Ethernet is a family of wired technologies commonly used in local area networks (LAN) and wide area networks (WAN). It has been commercially available since 1980, but has been refined multiple times to support higher transmission rates, more nodes and longer distances while retaining much of its backward compatibility with older versions. Ethernet is still a key technology of the internet due to advances in technologies such as switches, bandwidth and networking.
History
Researchers at Xerox PARC developed the first version of Ethernet from 1973 to 1974. Xerox filed a patent for this technology in 1975 and deployed it at PARC in 1976. The company then released Ethernet to the public in 1980 after upgrading the original maximum speed of 2.94 Mbit/s to 10 Mbit/s protocol. Ethernet II was defined in 1982, which IEEE 802.3 formally standardized in 1983.
Switches
Inventors originally envisioned Ethernet as a broadcast medium for computers communicating through coaxial cable. However, nodes in a modern Ethernet communicate through a switch that forwards traffic to a destination node rather than using a single channel through a shared cable. This topology prevents data collisions unless a node and switch attempt to communicate with each other at the same time. The 10BASE-T variant introduced a full duplex mode of operation, which became the Ethernet’s de facto standard by the time Gigabit Ethernet was introduced in 1999. Full duplex mode allows a node and switch to send and receive simultaneously, making modern Ethernets almost entirely collision-free.
Bandwidth
The virtual elimination of collisions effectively doubles the bandwidth of Ethernet connections, since both devices can use the entire bandwidth for a particular segment.
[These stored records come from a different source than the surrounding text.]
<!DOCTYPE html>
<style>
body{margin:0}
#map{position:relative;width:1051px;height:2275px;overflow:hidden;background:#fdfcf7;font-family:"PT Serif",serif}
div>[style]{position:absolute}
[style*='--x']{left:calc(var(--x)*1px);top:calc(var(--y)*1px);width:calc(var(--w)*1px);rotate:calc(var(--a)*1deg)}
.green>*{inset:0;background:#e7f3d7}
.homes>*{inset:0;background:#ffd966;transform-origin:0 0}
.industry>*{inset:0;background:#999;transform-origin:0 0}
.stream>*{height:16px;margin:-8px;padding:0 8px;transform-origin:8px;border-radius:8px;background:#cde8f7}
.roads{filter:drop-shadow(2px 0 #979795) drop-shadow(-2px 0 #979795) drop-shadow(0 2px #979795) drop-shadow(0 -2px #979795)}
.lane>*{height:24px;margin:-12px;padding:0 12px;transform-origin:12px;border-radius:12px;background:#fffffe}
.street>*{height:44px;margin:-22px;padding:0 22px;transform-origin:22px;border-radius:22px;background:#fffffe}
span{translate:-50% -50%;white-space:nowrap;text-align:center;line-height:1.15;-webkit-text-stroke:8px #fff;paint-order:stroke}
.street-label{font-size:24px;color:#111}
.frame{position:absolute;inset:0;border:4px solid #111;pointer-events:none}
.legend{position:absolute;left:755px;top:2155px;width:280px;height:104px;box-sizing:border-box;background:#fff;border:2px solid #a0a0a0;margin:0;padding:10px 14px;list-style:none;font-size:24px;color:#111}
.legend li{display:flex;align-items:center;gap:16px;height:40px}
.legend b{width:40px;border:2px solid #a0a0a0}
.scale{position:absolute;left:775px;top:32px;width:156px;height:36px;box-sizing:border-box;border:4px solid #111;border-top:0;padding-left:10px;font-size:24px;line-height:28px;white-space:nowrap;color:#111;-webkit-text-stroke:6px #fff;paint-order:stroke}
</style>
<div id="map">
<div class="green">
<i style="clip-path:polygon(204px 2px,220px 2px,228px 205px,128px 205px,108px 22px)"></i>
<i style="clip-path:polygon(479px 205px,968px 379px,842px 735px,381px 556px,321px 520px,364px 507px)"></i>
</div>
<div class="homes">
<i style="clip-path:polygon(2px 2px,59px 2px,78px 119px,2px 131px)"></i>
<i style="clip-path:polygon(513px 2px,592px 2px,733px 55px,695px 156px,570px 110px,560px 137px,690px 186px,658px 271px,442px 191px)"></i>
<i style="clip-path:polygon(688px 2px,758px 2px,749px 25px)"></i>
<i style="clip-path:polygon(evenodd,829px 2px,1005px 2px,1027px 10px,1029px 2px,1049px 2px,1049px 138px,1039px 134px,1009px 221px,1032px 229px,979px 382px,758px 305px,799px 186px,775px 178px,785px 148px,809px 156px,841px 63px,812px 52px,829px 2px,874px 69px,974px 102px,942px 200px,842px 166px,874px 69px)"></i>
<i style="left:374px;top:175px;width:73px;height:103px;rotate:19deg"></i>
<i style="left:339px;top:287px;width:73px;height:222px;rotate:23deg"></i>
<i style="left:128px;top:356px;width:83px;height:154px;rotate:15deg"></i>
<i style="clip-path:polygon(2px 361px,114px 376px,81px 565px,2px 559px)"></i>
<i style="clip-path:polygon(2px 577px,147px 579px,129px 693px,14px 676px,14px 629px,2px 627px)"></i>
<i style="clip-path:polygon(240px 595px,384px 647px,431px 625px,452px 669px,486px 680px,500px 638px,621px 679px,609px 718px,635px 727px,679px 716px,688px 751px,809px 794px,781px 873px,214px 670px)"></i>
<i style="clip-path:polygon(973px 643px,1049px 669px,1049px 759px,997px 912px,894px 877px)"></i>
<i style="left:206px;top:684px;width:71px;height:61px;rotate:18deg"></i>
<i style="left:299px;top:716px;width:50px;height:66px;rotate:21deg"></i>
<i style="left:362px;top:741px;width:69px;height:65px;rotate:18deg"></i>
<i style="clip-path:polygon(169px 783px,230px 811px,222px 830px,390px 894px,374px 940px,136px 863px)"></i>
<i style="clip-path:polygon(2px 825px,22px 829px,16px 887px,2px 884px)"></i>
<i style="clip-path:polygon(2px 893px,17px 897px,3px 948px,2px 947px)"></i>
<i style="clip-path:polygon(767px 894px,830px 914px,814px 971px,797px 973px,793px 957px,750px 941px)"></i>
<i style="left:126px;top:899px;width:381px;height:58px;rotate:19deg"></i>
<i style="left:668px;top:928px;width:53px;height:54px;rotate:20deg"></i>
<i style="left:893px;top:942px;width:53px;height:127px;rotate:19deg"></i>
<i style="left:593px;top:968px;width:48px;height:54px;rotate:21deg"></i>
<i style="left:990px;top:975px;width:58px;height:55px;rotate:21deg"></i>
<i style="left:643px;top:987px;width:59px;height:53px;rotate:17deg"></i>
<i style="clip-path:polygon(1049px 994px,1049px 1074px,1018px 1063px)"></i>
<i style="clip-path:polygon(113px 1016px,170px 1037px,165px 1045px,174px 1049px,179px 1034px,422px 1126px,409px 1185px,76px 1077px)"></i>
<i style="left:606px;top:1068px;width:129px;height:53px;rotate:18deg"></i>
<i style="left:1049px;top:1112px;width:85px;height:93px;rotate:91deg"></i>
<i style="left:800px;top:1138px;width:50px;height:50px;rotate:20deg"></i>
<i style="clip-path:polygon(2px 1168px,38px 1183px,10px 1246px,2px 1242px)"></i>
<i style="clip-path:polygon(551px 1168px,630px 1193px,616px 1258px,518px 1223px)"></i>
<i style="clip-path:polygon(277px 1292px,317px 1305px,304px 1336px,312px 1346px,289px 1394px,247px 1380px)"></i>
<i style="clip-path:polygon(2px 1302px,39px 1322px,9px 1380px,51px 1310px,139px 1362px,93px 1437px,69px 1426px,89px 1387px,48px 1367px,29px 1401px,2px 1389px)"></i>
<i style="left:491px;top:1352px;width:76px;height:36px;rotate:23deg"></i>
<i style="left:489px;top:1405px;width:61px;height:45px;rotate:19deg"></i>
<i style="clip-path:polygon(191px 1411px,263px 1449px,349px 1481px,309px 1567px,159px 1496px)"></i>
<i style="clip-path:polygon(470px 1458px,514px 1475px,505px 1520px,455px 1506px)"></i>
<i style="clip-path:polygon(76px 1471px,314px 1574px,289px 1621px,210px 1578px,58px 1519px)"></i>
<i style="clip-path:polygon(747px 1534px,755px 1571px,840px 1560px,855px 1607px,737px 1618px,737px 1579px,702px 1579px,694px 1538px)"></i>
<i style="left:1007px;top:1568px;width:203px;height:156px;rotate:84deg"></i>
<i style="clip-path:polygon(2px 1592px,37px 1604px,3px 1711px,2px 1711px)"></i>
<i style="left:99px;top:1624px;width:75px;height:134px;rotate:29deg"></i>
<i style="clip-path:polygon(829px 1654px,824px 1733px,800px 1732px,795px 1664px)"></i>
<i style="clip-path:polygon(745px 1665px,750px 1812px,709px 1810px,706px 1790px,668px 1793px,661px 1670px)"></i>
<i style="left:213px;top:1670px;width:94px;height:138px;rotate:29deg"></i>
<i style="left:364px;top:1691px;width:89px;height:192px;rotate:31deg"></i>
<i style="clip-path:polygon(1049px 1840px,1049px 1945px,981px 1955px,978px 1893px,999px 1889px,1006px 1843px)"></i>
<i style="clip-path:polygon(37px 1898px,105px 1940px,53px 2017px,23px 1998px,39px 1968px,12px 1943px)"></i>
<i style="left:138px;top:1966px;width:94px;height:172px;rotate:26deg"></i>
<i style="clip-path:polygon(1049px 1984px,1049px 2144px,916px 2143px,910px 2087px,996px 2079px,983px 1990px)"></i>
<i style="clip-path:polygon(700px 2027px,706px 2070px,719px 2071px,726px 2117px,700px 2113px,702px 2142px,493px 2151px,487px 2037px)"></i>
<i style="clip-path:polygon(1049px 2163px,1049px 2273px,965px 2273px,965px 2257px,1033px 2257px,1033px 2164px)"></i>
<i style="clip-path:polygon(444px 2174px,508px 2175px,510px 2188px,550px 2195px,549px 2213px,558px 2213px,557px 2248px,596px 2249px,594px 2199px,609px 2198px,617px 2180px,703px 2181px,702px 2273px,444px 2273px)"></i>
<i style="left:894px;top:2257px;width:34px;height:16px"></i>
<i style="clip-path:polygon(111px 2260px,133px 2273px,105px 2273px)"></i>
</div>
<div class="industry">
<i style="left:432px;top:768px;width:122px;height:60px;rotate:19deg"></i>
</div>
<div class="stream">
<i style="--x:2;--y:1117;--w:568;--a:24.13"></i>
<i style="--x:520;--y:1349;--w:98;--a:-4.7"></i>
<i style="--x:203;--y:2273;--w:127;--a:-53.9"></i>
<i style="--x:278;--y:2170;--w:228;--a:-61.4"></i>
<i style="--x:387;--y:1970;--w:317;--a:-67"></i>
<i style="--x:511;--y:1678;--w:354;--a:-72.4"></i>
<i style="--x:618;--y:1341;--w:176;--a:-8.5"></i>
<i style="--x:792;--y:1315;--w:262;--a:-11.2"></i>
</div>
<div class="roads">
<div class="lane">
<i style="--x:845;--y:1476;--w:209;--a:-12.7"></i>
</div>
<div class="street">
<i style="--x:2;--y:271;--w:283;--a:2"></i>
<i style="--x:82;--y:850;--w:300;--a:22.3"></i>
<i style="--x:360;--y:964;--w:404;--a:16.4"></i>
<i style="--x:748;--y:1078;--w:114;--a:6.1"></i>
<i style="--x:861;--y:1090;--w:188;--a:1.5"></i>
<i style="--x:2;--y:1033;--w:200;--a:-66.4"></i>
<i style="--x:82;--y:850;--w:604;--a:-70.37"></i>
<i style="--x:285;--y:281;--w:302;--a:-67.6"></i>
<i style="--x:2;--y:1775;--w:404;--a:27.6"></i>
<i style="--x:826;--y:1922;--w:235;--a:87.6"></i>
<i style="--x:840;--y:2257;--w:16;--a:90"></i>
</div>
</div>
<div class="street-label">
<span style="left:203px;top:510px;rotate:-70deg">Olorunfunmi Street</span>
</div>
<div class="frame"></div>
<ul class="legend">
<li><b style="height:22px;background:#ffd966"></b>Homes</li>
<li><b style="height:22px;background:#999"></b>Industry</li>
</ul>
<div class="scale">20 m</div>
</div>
Furthermore, the constraints of collision detection no longer limit the length of a segment. In addition to the increased bandwidth, switching provides a greater isolation of devices from each other, allowing devices of different speeds to be easily mixed. As a result, switched Ethernet is currently the dominant network technology.
Networking
Ethernet uses advanced networking technologies to ensure its networks meet current performance expectations. For example, shortest path bridging (SPB) provides load-balancing through the use of the IS-IS routing protocol, which identifies the shortest route between devices. Spanning-tree protocol (STP) also provides physical loops for redundancy, especially beneficial for larger networks.
Furthermore, Ethernet’s advanced networking features include protective features such as port security and media access control (MAC) lockdown. It also uses virtual LANs to separate user classes on the same physical infrastructure, with multilayer switching between classes. Additional features of today’s Ethernet include link aggregation to increase bandwidth.